***** Information supplied

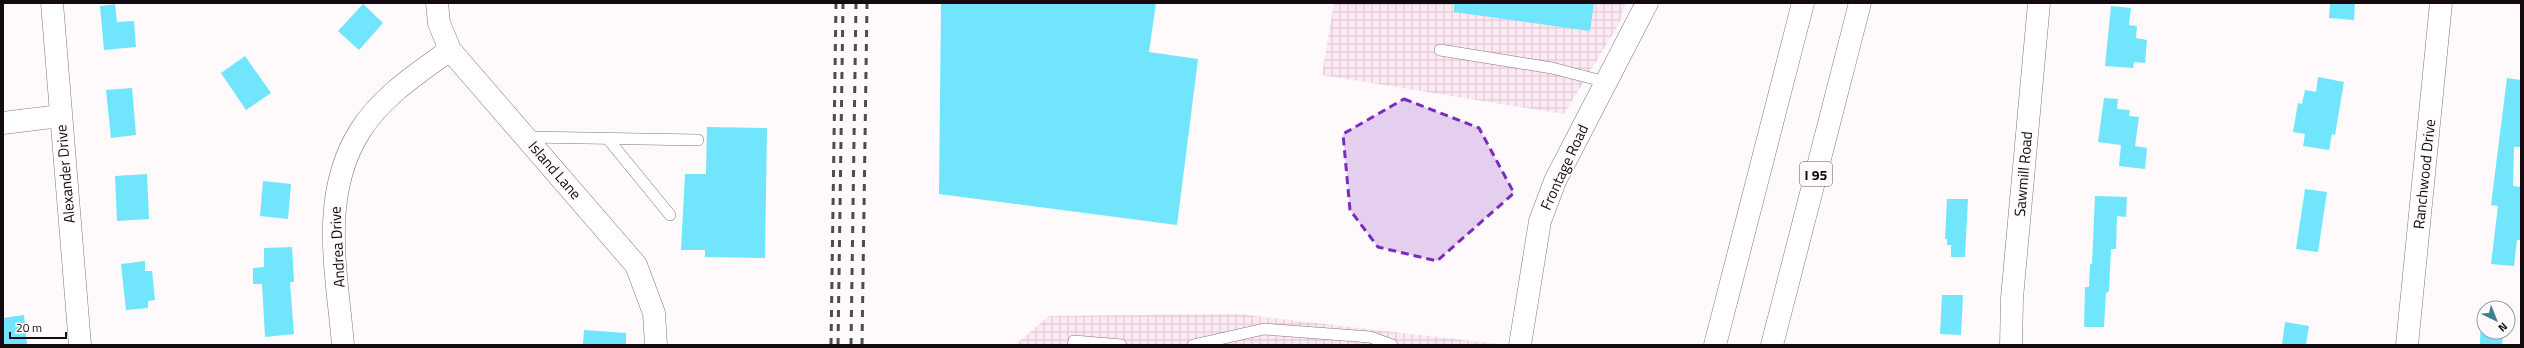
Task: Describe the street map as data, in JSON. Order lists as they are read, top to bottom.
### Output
{
  "streets": {
    "main road": [
      "Frontage Road",
      "Island Lane",
      "Alexander Drive",
      "I 95",
      "Sawmill Road",
      "Ranchwood Drive",
      "Andrea Drive"
    ]
  },
  "crossings": [
    ["Island Lane", "Andrea Drive"]
  ],
  "scale_bar": "20 m",
  "north": "bottom right"
}
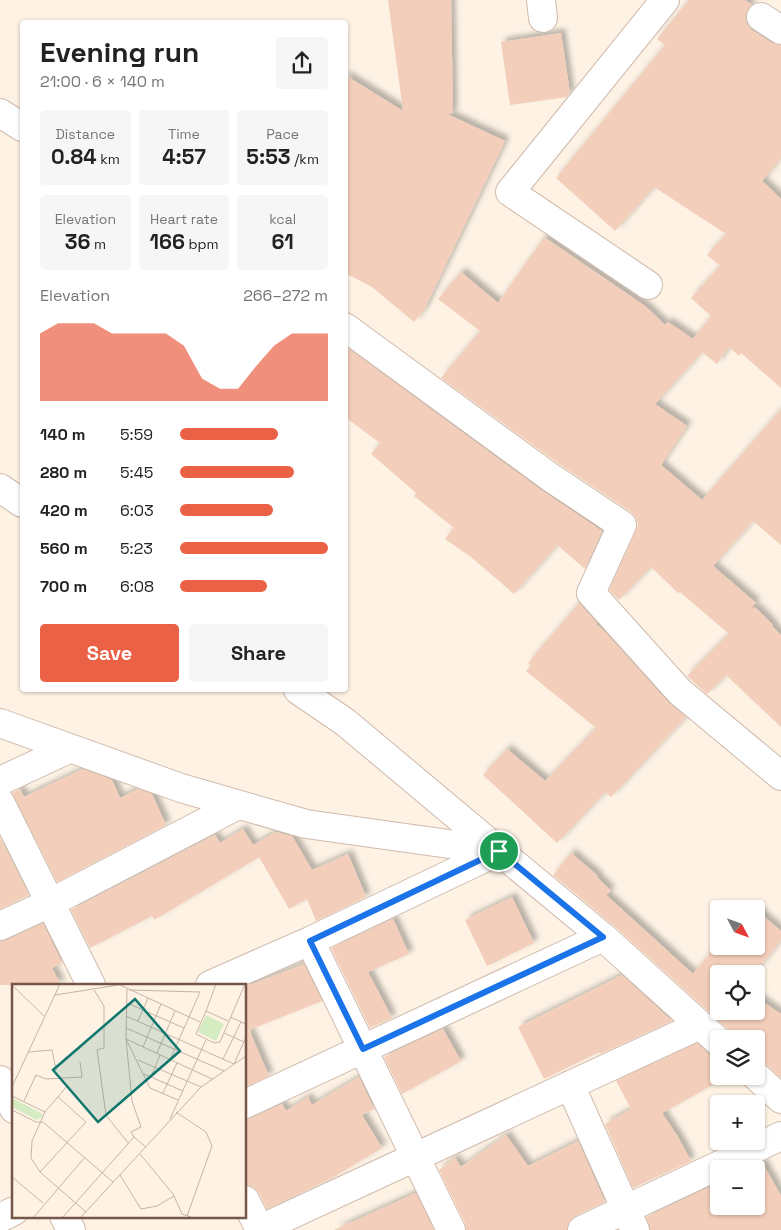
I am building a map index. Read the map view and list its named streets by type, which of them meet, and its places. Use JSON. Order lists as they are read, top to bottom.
{
  "north": "bottom right",
  "page": {
    "heading": ["Evening run", "21:00 · 6 × 140 m"],
    "stats": [
      ["Distance", "0.84 km"],
      ["Time", "4:57"],
      ["Pace", "5:53 /km"],
      ["Elevation", "36 m"],
      ["Heart rate", "166 bpm"],
      ["kcal", "61"]
    ],
    "chart": ["Elevation", "266–272 m"],
    "list": [
      {
        "name": "140 m",
        "note": "5:59"
      },
      {
        "name": "280 m",
        "note": "5:45"
      },
      {
        "name": "420 m",
        "note": "6:03"
      },
      {
        "name": "560 m",
        "note": "5:23"
      },
      {
        "name": "700 m",
        "note": "6:08"
      }
    ],
    "buttons": ["Save", "Share"],
    "map_buttons": ["+", "−"]
  }
}
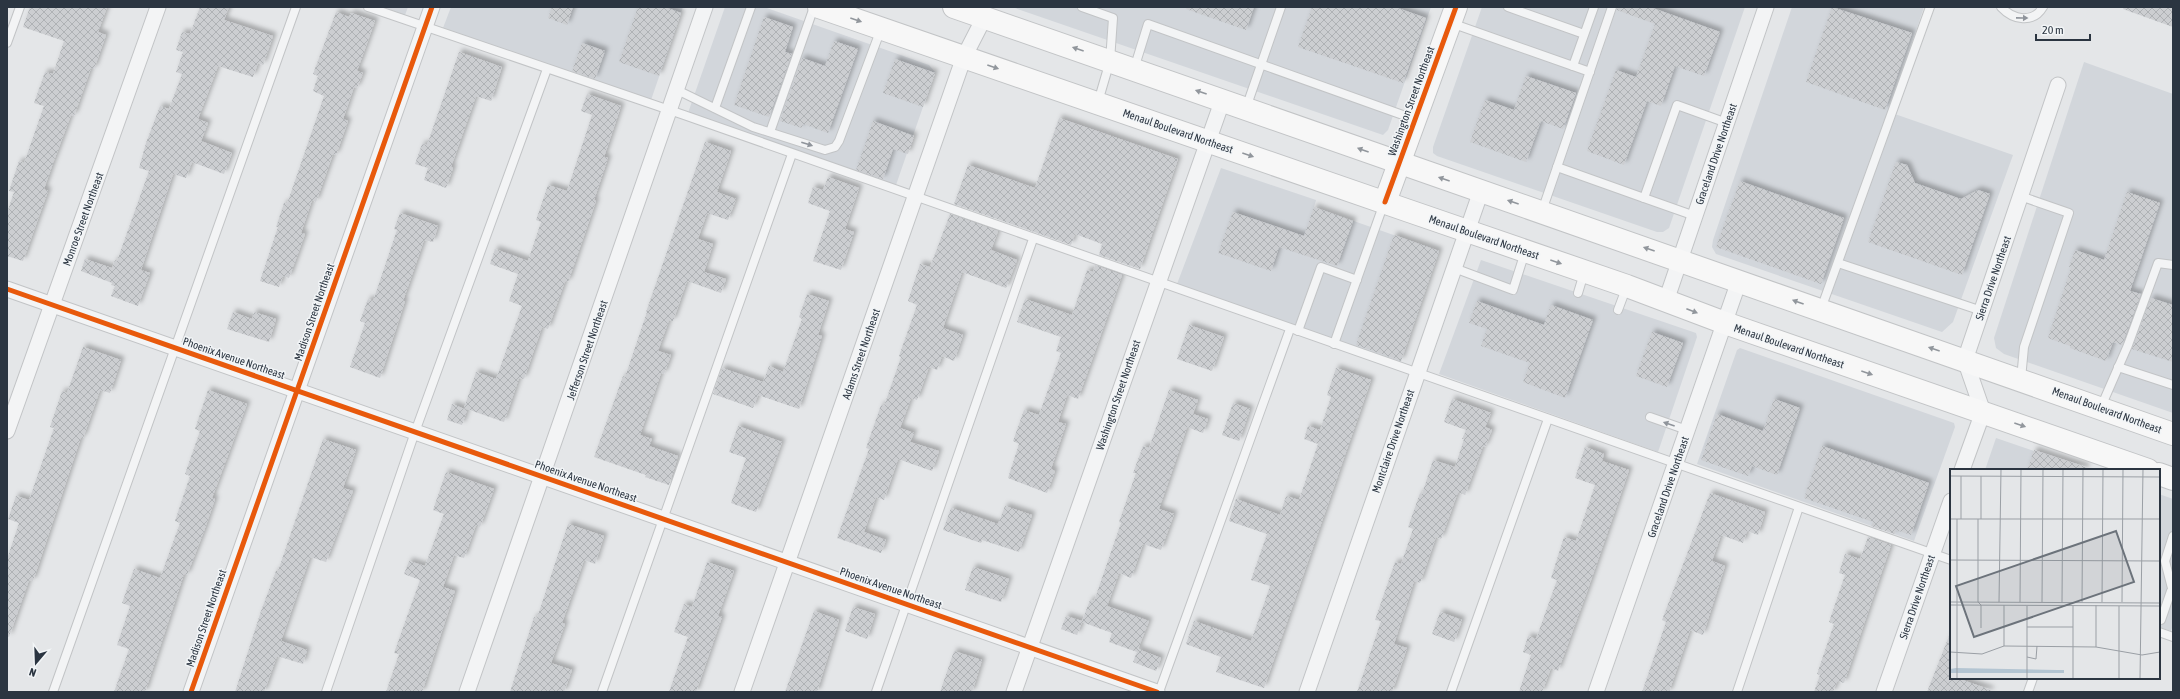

**********

Repeat the entries verbatim; no pictures.

Exercise result:
Task: Describe the street map as data, in JSON. Order lists as they are read, top to bottom.
### Output
{
  "streets": {
    "main road": [
      "Frontage Road",
      "Island Lane",
      "Alexander Drive",
      "I 95",
      "Sawmill Road",
      "Ranchwood Drive",
      "Andrea Drive"
    ]
  },
  "crossings": [
    ["Island Lane", "Andrea Drive"]
  ],
  "scale_bar": "20 m",
  "north": "bottom right"
}
I am building a map index. Read the map view and list its named streets by type, which of them meet, and its places. Use JSON. Order lists as they are read, top to bottom.
{
  "north": "bottom right",
  "page": {
    "heading": ["Evening run", "21:00 · 6 × 140 m"],
    "stats": [
      ["Distance", "0.84 km"],
      ["Time", "4:57"],
      ["Pace", "5:53 /km"],
      ["Elevation", "36 m"],
      ["Heart rate", "166 bpm"],
      ["kcal", "61"]
    ],
    "chart": ["Elevation", "266–272 m"],
    "list": [
      {
        "name": "140 m",
        "note": "5:59"
      },
      {
        "name": "280 m",
        "note": "5:45"
      },
      {
        "name": "420 m",
        "note": "6:03"
      },
      {
        "name": "560 m",
        "note": "5:23"
      },
      {
        "name": "700 m",
        "note": "6:08"
      }
    ],
    "buttons": ["Save", "Share"],
    "map_buttons": ["+", "−"]
  }
}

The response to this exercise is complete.